Records for this task:

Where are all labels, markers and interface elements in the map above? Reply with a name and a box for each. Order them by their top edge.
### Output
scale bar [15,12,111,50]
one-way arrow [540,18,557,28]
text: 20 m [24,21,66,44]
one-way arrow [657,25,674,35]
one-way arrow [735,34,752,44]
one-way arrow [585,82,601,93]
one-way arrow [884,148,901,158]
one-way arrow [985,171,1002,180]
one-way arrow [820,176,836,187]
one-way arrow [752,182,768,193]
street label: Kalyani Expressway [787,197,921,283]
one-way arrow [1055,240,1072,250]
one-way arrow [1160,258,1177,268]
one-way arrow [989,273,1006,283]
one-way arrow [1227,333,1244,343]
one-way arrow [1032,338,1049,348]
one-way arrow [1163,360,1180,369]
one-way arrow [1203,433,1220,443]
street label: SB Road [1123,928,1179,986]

Exercise directions: Please give the listing above once more, word for word.

Solution for this exercise:
Where are all labels, markers and interface elements in the map above? Reply with a name and a box for each. Order them by their top edge.
### Output
scale bar [15,12,111,50]
one-way arrow [540,18,557,28]
text: 20 m [24,21,66,44]
one-way arrow [657,25,674,35]
one-way arrow [735,34,752,44]
one-way arrow [585,82,601,93]
one-way arrow [884,148,901,158]
one-way arrow [985,171,1002,180]
one-way arrow [820,176,836,187]
one-way arrow [752,182,768,193]
street label: Kalyani Expressway [787,197,921,283]
one-way arrow [1055,240,1072,250]
one-way arrow [1160,258,1177,268]
one-way arrow [989,273,1006,283]
one-way arrow [1227,333,1244,343]
one-way arrow [1032,338,1049,348]
one-way arrow [1163,360,1180,369]
one-way arrow [1203,433,1220,443]
street label: SB Road [1123,928,1179,986]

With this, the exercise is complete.